Mais la réalisatrice n’a pas dit son dernier mot et appelle à la suite du monde en terminant son documentaire sur ces paroles de Julien : « Que vive la jeunesse »! Contrairement à la majorité des documentaristes qui traitent d’un sujet politique, Ferland ne présente pas la Renarde comme un objet historique froid, et son film doit être interprété comme un acte politique : l’indépendance, la culture québécoise et l’égalité homme-femme doivent être poursuivies.

La réalité de l’époque de Julien est essentiellement inchangée aujourd’hui. Aux journalistes canadiens, par exemple, la chanteuse répond dans son anglais bancal, sans gêne, alors qu’ils pourraient lui parler en français. Les gens des années 1960 devaient parler en anglais pour exister. Julien et d’autres ont lutté contre cet état.

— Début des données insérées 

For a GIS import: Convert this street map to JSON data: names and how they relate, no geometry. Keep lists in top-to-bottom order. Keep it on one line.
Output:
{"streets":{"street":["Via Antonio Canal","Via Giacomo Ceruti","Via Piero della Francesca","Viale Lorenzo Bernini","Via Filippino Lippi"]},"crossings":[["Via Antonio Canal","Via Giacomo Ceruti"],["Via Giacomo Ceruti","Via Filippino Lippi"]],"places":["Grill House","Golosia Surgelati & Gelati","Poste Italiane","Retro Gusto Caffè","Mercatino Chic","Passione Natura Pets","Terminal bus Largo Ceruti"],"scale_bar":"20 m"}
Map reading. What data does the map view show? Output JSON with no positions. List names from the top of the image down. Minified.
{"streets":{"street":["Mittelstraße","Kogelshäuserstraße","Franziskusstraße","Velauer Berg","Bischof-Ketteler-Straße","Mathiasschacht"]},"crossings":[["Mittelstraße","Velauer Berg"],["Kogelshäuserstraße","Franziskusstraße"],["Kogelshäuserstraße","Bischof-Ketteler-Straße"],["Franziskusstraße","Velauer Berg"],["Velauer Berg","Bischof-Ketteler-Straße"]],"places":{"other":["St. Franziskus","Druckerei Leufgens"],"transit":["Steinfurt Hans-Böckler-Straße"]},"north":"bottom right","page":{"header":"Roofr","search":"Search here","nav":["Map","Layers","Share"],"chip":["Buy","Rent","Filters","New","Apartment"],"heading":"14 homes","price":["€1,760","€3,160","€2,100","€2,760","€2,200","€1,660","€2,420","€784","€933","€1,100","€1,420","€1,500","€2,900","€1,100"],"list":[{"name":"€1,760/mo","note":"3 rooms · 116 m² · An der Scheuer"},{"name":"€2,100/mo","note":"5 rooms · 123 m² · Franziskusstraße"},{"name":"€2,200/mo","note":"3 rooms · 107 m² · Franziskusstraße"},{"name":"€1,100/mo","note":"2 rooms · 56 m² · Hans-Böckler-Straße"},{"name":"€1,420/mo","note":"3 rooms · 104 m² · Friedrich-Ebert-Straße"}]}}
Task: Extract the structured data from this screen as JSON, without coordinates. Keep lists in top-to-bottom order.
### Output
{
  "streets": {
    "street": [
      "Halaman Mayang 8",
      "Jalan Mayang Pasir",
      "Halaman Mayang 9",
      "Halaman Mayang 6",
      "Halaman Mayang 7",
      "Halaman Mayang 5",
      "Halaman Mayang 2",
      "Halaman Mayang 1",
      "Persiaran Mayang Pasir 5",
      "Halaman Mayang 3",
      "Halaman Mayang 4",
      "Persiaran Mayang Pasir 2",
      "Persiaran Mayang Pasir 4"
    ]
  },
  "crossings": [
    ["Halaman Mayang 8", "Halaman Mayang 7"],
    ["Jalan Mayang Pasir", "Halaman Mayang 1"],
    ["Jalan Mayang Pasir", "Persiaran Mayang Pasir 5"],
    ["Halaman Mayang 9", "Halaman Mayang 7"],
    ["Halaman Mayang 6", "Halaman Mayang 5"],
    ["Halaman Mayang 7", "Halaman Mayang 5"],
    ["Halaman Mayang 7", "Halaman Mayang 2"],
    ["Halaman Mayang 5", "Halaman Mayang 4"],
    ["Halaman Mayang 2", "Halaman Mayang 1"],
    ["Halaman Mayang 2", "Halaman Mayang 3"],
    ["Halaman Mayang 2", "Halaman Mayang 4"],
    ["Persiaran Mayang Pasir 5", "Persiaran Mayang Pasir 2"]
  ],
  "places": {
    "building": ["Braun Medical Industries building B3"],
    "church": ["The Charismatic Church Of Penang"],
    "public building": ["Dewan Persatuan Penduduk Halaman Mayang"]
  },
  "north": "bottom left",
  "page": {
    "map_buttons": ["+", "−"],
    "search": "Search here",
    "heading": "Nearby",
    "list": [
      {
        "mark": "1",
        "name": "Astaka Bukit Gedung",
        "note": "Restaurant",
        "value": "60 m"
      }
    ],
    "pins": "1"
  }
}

Aujourd’hui, on se glorifie de parler « bilingue sans accent » – sans accent en anglais, signe de notre mondialisme, et sans accent québécois, signe de notre « bon parler » –, alors que nous sommes théoriquement devenus « maîtres chez nous ». On sermonne les chefs politiques de ne pas maîtriser adéquatement l’anglais, ce qui serait signe de leur provincialisme, alors que le documentaire nous rappelle que parler anglais publiquement dans son propre pays est un signe de colonialisme.

Dans Bozo, interprété magistralement par la Renarde, Raymond Lévesque affirme : « On est de la race des pionniers/ On est fait pour être oubliés ». Le documentaire de Ferland aidera, espérons-le, à le faire mentir, car l’oubli des pionnières comme Julien revient à négliger le Québec, intime et politique.

Si l’artiste n’a pas obligatoirement à être engagé, il doit être politique. « Ce que je chante, explique Julien, est plus beau et plus vrai que ce que je vis, que ce que je suis. Ma poésie est plus libre que moi. Elle me tire en avant ». Et c’est bien là le legs ultime de Julien : aller de l’avant, coûte que coûte.